Like Nixon and Aerosmith, Malcolm X is back. But for some people he never really left; Why the "Resurrection" of Malcolm X? is a panel discussion on his theory and practice. Present will be Abdul Akalimat, owner of Twenty First Century Books and an organizer of a conference on Malcolm X in New York; Conrad Worril, chairman of the Center for Inner City Studies at Northeastern Illinois University; police brutality activist Edward Bannister, director of the Leonard Bannister Memorial and Defense Committee; and Nelson Peery, chairman of the Communist Labor Party. Poet Rohan Preston will read as well. Presented by the Guild Complex, the panel goes from 3 to 5 today at Edge of the Lookingglass, 62 E. 13th St. Admission is $4. Call 939-2509 for details.
Artist-made valentines and a dance party are two of the attractions of the tenth annual Saint Valentine's Benefit Auction, the major yearly fund-raiser for the artist-run art gallery N.A.M.E., at 700 N. Carpenter. More than 100 artists have contributed work to be sold at tonight's silent auction from 7 to 9:30, emceed by Trib arts writer David McCracken. Valentines, sold throughout the auction, are $20 a pop; the dance party starts at 10. $10 gets you into both events; just the dance is $5. Free food; cash bar. Call 226-0671.
Otis Clay comes out of the radiant school of Memphis soul best typified by Al Green. Like Green, he recorded with Willie Mitchell at Memphis's Hi Records; unlike him, he did not have a string of top-ten singles, but did have a couple of demi-hits--"Trying to Live My Life Without You" and "Die a Little Each Day." Now he plays transcendent shows in a variety of Chicago blues bars, and his shifting band and a horn section features the fabulous Bridget "Lock It in the Pocket" Lockett. The Otis Clay Review plays tonight at B.L.U.E.S. Etcetera, 1124 W. Belmont. It's $8. Call 525-8989.

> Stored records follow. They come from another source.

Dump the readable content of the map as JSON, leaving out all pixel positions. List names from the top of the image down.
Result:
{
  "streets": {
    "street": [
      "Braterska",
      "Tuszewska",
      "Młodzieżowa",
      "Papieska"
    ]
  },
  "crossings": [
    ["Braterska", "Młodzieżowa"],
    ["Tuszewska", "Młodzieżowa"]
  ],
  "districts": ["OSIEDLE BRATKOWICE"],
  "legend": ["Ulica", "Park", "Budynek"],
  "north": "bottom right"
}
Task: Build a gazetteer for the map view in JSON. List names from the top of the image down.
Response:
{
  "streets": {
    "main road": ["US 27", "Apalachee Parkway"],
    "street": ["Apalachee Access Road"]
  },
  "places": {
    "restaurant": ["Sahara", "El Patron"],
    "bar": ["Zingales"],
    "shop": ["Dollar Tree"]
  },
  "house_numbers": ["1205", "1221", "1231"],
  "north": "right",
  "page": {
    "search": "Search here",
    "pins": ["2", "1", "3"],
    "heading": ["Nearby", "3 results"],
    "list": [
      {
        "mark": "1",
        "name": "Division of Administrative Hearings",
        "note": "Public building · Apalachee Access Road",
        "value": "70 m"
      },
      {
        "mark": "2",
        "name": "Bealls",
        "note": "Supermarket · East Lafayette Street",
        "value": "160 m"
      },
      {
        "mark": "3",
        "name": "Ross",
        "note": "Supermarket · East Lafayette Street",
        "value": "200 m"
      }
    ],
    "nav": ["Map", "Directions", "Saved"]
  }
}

Feline fanciers on the lookout for products that are tested sans cruelty to cats can check out the second annual Cruelty-Free Fair and Valentine Open House today at the Animal Protective Association, which is known for its "cageless shelter" in which cats are allowed to roam where they will. Sales reps for cruelty-free products and natural pet foods will vie with the cats themselves for attention from noon to 4; also available will be $5 valentines "signed" by cats. The shelter is at 3809 N. Kedzie; the fair is free. Call 463-6667.
Complete sexual license is "the only way to smash the wretched civilization," wrote playwright Joe Orton. In conjunction with the Court Theatre's production of Orton's risque-for-its-time What the Butler Saw, actor Denis O'Hare will read today from some of the more titillating passages of Orton's diaries, which were the basis of Orton's biography and its subsequent dramatization in the movie Prick Up Your Ears. The free reading is at 1 in the university's Smart Museum of Art, 5550 S. Greenwood; 702-0200. Conveniently, the Court Theatre's matinee of What the Butler Saw starts at 2:30 at 5535 S. Ellis. Tickets are $19-$25; 753-4472.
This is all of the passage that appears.